Exercise objective:
The expected output is each line below containing "down", copied in full.

Stored items
Content starts
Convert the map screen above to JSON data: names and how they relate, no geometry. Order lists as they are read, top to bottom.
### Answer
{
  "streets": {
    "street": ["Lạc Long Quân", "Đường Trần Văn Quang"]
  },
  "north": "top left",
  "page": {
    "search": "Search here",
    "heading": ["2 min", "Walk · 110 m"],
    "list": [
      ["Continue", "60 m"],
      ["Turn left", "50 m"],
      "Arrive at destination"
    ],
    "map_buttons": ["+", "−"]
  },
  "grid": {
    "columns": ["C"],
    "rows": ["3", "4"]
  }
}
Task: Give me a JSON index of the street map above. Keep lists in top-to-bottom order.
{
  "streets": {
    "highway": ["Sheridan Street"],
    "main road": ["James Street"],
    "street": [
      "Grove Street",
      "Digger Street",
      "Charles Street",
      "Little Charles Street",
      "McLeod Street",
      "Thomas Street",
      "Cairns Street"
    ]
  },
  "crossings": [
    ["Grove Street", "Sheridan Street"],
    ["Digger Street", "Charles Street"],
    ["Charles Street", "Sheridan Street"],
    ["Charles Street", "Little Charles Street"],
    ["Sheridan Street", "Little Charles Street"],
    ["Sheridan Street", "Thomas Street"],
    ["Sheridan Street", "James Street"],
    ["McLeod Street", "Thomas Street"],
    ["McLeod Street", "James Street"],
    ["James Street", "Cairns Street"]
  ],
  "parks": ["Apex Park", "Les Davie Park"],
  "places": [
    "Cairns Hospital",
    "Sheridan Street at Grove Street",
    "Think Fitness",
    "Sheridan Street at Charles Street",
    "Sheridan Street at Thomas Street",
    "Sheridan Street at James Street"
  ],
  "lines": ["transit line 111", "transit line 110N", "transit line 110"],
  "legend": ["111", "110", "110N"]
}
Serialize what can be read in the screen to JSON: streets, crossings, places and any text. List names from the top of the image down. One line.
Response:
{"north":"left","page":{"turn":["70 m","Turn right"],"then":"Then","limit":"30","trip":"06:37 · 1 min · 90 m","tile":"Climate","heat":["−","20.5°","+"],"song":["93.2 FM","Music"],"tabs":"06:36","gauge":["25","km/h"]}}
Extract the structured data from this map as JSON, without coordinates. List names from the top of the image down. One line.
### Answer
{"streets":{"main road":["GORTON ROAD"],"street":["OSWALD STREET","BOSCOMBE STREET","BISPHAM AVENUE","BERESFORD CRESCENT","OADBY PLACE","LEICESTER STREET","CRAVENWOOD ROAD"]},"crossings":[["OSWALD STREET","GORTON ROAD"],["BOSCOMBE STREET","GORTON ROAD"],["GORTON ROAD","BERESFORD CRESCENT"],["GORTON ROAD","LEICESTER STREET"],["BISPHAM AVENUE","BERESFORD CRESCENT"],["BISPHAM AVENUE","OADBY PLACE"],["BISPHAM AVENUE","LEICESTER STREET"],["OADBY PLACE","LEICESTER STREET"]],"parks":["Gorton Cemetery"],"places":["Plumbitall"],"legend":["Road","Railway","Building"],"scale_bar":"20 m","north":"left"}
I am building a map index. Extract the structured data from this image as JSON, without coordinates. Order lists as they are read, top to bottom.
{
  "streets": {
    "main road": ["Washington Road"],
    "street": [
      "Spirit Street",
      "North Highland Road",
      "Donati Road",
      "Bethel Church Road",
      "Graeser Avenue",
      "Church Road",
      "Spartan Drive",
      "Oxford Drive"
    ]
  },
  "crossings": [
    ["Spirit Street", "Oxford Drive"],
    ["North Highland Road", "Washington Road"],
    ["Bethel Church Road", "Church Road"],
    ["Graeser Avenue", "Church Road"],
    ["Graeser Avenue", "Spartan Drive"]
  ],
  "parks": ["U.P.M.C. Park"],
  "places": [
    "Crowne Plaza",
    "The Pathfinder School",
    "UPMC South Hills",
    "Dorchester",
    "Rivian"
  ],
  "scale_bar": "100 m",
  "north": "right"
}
Content ends
Solution to this problem:
Serialize what can be read in the screen to JSON: streets, crossings, places and any text. List names from the top of the image down. One line.
Extract the structured data from this map as JSON, without coordinates. List names from the top of the image down. One line.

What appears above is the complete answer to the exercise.